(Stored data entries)
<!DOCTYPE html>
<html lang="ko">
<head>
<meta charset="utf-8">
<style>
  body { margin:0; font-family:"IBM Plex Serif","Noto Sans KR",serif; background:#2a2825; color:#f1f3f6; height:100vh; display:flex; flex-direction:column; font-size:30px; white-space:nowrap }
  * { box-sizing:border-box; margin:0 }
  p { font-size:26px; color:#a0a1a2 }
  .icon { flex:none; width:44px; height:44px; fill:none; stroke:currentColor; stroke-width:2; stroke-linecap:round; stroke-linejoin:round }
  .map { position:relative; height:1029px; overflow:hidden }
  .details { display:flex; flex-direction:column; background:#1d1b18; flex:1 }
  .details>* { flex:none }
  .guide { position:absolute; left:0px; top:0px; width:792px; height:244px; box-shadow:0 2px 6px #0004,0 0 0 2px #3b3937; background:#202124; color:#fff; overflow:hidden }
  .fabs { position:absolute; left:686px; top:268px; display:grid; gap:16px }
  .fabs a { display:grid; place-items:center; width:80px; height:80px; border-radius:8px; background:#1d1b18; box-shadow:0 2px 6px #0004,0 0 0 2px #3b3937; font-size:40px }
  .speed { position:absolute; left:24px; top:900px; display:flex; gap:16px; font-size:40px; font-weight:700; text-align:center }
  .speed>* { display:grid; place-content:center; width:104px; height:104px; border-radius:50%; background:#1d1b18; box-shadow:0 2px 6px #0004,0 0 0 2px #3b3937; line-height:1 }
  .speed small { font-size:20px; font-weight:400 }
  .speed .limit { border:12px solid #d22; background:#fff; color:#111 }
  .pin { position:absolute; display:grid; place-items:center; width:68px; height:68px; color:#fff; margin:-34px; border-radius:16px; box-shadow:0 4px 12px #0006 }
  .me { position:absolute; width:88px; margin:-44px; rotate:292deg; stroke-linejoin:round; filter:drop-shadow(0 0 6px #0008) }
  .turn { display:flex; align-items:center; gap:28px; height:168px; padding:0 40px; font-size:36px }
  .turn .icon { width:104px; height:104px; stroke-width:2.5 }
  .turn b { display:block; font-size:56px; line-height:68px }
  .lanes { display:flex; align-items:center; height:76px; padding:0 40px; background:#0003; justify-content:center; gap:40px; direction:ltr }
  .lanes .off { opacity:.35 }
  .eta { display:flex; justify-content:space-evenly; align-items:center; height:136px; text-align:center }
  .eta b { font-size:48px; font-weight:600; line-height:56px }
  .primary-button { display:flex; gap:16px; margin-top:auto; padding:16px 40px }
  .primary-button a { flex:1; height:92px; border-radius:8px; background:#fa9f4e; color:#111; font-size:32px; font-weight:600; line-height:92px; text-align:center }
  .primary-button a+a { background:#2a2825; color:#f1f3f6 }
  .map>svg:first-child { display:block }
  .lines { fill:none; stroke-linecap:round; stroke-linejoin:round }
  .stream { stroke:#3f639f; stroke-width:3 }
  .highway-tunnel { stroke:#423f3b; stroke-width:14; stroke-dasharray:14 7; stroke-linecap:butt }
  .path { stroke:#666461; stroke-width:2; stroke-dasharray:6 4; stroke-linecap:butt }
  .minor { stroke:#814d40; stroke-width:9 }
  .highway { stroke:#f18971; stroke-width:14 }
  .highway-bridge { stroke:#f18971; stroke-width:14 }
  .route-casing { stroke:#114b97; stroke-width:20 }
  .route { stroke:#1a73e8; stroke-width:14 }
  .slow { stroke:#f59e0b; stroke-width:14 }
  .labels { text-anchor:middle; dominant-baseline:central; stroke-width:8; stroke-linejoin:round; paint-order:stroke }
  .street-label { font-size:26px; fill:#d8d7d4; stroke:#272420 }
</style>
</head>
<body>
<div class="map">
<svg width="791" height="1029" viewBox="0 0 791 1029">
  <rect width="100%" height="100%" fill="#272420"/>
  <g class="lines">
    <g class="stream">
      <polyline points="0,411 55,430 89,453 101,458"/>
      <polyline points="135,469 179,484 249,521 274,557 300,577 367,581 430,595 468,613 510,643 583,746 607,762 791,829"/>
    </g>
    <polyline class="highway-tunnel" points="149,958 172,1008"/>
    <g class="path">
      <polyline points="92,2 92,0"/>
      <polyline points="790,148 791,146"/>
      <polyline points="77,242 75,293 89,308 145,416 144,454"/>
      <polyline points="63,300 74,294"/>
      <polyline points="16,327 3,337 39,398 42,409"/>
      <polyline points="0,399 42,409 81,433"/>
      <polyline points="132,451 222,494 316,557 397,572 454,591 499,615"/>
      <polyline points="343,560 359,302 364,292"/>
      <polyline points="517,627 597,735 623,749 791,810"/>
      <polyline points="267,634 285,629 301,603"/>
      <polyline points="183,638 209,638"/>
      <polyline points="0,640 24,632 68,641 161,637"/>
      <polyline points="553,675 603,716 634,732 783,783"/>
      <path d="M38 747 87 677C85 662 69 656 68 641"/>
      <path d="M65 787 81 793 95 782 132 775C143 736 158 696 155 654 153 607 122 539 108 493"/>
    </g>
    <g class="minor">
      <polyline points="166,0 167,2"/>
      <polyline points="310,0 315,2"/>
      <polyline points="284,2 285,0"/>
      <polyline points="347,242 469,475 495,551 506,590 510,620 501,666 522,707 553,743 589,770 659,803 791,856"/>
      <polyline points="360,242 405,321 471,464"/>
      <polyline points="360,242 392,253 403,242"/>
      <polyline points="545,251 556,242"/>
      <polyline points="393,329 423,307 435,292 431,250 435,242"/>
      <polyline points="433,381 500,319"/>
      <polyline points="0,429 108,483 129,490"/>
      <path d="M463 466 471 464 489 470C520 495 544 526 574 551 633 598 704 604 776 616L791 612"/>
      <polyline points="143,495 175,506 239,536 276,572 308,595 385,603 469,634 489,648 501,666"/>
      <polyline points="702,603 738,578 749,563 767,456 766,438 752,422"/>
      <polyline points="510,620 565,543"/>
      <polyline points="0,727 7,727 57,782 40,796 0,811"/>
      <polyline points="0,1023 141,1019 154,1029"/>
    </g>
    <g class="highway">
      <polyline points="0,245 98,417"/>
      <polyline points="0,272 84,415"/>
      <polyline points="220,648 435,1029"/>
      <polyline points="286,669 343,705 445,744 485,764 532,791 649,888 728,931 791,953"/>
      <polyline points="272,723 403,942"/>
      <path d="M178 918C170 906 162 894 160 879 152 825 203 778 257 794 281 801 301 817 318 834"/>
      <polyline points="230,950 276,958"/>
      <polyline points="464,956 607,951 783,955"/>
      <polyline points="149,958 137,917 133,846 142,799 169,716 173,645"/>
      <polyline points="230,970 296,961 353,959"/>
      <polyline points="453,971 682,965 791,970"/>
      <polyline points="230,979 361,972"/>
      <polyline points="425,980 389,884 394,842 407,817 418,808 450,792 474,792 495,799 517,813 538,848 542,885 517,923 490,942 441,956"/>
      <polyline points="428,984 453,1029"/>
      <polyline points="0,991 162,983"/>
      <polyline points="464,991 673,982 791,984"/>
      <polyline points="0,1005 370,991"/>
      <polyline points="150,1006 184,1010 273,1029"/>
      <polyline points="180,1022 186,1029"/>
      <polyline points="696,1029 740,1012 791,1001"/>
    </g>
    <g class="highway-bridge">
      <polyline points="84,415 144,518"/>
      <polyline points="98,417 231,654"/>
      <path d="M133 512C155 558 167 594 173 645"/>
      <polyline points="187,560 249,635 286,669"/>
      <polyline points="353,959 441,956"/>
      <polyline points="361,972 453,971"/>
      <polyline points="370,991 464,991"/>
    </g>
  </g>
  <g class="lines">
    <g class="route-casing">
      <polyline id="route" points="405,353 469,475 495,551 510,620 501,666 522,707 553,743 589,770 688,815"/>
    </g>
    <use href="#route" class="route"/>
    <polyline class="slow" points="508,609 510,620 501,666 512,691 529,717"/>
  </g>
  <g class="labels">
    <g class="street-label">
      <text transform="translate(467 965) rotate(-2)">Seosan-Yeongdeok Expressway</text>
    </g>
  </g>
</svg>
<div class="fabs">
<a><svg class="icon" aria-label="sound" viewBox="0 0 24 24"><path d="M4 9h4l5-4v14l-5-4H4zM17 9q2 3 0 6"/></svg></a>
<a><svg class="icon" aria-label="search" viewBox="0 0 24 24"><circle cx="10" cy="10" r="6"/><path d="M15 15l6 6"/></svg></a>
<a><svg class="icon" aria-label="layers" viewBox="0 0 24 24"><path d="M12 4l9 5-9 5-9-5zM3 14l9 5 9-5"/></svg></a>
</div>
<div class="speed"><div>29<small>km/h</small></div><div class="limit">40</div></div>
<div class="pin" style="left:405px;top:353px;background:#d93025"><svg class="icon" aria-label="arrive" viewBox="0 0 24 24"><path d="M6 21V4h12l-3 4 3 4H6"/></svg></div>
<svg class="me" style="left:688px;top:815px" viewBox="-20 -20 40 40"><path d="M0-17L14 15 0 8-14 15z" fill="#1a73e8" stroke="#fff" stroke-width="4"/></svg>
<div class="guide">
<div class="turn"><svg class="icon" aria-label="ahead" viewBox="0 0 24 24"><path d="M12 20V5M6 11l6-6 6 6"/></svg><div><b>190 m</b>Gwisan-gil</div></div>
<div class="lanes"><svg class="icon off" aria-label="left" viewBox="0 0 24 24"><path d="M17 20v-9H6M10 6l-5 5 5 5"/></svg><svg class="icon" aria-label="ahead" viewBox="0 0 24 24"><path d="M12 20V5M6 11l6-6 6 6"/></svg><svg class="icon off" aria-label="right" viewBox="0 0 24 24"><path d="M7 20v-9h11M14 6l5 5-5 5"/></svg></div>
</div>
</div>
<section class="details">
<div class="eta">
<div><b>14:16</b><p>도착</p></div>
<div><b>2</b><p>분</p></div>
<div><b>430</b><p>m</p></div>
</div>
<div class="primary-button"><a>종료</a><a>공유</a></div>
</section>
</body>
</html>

Description of the task
In how many lines of the data does the string "limit" occur? Answer with the number and nothing else.

Your solution
2